▶ Instructions for the task: Everything from the line containing "Map reading. Build" through the last line of the data below should be set down exactly, and nothing else.

▶ Supplied material:

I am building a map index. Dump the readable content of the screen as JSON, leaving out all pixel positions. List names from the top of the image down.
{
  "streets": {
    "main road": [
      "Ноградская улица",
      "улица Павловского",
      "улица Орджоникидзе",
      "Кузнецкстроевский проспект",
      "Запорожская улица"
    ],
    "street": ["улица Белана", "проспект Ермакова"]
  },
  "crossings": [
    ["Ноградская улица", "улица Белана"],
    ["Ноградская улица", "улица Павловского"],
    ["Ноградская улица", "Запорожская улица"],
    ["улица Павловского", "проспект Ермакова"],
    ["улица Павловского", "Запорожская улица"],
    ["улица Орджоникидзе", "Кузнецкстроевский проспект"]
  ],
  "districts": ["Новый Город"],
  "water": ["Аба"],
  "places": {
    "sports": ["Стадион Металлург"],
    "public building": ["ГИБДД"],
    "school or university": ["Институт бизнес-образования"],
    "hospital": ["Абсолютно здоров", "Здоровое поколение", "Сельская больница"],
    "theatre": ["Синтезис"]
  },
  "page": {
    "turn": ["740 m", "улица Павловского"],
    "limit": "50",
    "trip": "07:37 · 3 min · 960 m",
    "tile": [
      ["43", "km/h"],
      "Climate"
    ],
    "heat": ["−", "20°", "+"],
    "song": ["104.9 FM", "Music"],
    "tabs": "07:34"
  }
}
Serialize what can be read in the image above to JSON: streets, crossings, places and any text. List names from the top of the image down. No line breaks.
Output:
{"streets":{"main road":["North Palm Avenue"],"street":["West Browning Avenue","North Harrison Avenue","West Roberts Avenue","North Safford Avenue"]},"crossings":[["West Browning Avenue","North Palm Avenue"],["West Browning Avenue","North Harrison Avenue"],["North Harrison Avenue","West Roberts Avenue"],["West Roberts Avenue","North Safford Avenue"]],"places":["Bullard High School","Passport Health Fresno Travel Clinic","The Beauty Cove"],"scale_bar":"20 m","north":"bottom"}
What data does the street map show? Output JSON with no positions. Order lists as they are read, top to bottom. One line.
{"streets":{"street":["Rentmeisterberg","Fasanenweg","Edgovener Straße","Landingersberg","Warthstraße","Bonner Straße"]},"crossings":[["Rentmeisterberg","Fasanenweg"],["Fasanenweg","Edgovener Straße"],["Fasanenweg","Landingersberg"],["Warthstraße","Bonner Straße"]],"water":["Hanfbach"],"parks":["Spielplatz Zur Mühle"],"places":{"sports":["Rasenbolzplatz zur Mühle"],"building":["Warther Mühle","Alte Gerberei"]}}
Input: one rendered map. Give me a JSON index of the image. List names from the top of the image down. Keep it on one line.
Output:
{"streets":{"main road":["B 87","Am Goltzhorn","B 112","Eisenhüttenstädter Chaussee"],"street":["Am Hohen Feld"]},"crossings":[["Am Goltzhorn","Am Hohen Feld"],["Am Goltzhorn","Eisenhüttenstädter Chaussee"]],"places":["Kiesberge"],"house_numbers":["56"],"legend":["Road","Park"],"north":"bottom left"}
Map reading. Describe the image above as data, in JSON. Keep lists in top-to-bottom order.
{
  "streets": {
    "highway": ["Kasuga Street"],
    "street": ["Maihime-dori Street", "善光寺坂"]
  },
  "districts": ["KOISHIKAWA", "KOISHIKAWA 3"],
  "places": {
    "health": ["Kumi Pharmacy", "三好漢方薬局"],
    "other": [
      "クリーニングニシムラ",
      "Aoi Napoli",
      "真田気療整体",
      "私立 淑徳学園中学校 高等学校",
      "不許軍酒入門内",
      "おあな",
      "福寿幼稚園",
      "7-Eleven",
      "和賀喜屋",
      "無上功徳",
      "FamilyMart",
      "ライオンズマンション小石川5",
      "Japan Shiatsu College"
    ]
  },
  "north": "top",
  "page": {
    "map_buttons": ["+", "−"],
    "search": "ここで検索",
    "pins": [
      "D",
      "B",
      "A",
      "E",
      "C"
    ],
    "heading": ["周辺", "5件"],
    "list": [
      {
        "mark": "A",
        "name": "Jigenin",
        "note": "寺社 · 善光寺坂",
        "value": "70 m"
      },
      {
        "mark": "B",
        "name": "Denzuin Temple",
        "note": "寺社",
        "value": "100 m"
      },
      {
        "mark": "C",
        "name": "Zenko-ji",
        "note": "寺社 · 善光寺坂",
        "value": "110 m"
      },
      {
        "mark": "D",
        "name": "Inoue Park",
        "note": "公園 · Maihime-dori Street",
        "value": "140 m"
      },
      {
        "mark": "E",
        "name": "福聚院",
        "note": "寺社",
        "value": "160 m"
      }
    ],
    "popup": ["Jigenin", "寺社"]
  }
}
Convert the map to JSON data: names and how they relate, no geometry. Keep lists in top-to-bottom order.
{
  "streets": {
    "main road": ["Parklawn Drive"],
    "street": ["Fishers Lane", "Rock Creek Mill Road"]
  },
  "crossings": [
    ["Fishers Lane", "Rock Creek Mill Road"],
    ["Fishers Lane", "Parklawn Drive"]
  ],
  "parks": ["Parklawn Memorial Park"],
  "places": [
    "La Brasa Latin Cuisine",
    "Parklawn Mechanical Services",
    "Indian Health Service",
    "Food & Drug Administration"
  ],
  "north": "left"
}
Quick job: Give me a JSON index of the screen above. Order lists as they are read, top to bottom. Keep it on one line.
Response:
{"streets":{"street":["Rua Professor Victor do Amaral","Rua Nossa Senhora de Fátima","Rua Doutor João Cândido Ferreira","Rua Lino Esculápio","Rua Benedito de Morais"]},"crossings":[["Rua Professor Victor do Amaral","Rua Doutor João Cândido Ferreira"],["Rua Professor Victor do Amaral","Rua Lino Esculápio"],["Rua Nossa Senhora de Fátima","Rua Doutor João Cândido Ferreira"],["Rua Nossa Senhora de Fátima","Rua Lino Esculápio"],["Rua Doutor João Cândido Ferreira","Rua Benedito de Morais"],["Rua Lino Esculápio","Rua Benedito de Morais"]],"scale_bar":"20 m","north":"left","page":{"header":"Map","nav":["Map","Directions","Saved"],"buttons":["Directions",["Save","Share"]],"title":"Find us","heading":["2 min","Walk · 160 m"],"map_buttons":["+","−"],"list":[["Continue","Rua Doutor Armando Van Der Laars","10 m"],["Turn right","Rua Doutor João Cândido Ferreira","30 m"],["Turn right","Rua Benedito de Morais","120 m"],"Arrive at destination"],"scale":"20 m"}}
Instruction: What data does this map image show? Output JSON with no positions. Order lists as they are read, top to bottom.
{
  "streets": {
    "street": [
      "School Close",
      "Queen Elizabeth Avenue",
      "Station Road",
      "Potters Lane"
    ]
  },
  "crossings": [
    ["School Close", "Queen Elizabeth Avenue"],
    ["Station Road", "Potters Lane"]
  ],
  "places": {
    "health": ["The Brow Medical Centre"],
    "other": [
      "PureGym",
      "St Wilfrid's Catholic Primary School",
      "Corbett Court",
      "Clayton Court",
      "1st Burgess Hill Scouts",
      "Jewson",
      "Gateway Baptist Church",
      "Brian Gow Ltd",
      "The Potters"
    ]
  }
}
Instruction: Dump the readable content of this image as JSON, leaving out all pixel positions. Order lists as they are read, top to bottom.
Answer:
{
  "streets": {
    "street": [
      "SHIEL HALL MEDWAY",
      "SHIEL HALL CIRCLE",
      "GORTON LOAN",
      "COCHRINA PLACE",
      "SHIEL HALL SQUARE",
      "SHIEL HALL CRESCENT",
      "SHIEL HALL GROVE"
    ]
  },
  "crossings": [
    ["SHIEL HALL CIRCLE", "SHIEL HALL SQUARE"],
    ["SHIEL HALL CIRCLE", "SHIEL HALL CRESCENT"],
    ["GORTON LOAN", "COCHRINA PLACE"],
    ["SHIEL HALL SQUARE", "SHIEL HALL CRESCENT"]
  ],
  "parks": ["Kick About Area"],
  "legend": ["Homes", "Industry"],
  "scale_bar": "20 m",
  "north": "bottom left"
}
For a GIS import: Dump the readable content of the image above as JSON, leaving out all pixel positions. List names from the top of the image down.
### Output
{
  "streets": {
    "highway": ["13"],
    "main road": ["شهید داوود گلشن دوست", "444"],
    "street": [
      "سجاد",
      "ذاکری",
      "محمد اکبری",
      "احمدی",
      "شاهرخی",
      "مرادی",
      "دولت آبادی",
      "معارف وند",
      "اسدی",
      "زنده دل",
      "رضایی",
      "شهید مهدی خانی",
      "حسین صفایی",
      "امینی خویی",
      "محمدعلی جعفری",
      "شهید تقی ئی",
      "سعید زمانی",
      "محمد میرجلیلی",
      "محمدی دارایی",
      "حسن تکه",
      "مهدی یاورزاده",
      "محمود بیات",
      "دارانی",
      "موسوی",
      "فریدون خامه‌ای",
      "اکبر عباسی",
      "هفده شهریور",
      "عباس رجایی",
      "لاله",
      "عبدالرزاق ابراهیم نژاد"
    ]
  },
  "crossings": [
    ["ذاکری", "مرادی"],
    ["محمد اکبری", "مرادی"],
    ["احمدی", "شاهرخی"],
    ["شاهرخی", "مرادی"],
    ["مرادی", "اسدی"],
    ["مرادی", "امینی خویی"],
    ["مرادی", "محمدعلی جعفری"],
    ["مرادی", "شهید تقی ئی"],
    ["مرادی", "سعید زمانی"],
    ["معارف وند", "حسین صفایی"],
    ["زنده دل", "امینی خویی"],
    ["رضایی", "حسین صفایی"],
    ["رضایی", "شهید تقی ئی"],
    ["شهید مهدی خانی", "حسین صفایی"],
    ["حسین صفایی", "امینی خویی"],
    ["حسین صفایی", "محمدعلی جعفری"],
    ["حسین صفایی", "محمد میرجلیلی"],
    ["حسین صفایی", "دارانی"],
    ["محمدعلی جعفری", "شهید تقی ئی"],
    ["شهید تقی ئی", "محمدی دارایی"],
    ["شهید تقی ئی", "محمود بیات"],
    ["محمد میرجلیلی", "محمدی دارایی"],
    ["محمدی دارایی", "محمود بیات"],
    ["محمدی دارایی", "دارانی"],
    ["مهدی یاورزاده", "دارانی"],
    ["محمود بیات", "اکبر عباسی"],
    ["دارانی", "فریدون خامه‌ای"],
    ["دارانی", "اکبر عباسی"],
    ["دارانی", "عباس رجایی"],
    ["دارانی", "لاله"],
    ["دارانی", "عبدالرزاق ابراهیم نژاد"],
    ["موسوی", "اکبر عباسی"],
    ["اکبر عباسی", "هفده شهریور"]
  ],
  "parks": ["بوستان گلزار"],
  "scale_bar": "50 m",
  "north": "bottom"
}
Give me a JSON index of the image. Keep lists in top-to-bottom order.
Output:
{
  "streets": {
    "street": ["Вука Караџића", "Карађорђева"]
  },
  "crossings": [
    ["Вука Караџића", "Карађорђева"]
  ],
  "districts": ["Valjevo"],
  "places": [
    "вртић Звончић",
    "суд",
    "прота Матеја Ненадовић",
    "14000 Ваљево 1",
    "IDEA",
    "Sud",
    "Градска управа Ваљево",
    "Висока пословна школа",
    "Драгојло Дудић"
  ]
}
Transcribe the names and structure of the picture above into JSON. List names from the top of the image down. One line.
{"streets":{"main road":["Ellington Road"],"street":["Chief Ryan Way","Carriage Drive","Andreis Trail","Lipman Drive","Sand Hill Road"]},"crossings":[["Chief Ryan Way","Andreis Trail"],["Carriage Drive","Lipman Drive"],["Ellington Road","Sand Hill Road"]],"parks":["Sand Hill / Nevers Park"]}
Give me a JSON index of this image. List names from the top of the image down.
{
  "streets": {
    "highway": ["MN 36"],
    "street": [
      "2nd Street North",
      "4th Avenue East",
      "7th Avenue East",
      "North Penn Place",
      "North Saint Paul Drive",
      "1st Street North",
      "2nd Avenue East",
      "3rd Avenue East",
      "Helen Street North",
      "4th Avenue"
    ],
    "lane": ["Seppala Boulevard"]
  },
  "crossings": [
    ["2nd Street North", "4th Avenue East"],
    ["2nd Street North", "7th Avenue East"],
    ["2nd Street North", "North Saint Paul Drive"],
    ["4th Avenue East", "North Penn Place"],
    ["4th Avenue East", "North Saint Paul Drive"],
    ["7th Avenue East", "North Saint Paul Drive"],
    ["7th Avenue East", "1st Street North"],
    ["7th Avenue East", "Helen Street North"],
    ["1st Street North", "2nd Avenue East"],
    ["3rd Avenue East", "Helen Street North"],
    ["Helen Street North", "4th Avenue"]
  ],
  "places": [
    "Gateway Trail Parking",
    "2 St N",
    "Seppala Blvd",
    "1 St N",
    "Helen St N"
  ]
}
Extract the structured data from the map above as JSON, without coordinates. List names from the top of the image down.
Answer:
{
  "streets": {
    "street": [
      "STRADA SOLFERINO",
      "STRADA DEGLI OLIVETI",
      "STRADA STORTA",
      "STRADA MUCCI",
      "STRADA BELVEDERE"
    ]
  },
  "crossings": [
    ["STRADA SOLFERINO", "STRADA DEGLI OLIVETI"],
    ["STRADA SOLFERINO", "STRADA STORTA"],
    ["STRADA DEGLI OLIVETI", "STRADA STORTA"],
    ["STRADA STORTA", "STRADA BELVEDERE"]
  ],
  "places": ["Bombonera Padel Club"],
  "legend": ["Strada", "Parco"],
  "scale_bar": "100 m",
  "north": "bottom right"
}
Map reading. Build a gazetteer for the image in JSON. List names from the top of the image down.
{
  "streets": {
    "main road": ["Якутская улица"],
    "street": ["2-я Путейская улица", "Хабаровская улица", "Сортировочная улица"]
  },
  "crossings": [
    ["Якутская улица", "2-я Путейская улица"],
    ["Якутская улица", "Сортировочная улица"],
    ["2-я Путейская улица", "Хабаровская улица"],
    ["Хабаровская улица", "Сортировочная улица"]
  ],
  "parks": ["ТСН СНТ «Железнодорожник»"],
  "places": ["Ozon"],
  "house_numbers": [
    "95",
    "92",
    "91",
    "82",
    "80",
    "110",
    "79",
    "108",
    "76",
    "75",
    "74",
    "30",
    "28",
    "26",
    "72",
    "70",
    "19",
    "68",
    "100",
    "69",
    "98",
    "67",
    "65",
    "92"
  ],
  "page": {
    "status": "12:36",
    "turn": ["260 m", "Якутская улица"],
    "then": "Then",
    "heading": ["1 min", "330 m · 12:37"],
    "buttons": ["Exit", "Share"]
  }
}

▶ Response:
Map reading. Build a gazetteer for the image in JSON. List names from the top of the image down.
{
  "streets": {
    "main road": ["Якутская улица"],
    "street": ["2-я Путейская улица", "Хабаровская улица", "Сортировочная улица"]
  },
  "crossings": [
    ["Якутская улица", "2-я Путейская улица"],
    ["Якутская улица", "Сортировочная улица"],
    ["2-я Путейская улица", "Хабаровская улица"],
    ["Хабаровская улица", "Сортировочная улица"]
  ],
  "parks": ["ТСН СНТ «Железнодорожник»"],
  "places": ["Ozon"],
  "house_numbers": [
    "95",
    "92",
    "91",
    "82",
    "80",
    "110",
    "79",
    "108",
    "76",
    "75",
    "74",
    "30",
    "28",
    "26",
    "72",
    "70",
    "19",
    "68",
    "100",
    "69",
    "98",
    "67",
    "65",
    "92"
  ],
  "page": {
    "status": "12:36",
    "turn": ["260 m", "Якутская улица"],
    "then": "Then",
    "heading": ["1 min", "330 m · 12:37"],
    "buttons": ["Exit", "Share"]
  }
}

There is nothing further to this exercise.